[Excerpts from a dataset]
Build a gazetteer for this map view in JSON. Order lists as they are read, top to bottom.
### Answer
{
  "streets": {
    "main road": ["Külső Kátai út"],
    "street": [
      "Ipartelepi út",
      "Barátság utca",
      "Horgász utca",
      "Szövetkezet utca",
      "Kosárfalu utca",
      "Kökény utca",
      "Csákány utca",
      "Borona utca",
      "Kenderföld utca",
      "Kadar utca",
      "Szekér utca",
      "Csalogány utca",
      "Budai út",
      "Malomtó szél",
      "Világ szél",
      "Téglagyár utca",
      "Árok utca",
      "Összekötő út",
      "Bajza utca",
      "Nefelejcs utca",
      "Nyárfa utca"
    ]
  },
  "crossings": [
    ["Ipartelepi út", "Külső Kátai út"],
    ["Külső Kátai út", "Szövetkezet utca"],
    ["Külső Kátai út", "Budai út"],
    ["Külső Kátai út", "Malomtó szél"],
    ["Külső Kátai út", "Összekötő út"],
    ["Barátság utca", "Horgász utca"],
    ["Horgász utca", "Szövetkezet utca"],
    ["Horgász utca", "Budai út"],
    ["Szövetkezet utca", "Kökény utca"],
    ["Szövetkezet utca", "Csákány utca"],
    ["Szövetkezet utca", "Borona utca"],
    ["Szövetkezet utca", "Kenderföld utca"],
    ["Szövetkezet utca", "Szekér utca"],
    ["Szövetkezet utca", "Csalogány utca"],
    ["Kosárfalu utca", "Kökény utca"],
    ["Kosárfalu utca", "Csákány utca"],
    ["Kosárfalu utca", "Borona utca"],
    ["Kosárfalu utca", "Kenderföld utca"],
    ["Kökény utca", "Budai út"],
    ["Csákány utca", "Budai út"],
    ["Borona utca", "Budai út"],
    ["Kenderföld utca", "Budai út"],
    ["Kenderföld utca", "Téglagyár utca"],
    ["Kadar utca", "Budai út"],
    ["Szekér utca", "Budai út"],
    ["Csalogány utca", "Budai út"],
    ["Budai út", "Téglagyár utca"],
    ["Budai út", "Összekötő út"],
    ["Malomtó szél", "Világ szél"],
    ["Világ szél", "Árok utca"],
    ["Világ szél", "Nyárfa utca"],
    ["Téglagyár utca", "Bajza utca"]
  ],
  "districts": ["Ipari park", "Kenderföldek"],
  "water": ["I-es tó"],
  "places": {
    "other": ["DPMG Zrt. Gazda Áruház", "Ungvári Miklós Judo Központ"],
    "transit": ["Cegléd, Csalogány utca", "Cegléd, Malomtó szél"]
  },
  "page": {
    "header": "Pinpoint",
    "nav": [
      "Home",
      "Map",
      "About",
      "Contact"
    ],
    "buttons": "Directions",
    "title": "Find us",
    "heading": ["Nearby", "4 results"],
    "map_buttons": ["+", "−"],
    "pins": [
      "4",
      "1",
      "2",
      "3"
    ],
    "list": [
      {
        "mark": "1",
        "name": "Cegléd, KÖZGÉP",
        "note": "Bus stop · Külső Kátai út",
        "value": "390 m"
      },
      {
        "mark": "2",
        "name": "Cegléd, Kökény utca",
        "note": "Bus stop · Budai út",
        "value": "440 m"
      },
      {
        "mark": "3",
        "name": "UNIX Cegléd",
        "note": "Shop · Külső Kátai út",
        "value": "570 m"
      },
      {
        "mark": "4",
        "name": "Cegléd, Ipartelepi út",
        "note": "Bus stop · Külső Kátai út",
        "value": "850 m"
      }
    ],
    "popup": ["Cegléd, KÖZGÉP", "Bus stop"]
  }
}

THE TASK: Filter the entries down to the lines holding the string "Ipartelepi". Copy each of those lines.

RESULT BELOW:
      "Ipartelepi út",
    ["Ipartelepi út", "Külső Kátai út"],
        "name": "Cegléd, Ipartelepi út",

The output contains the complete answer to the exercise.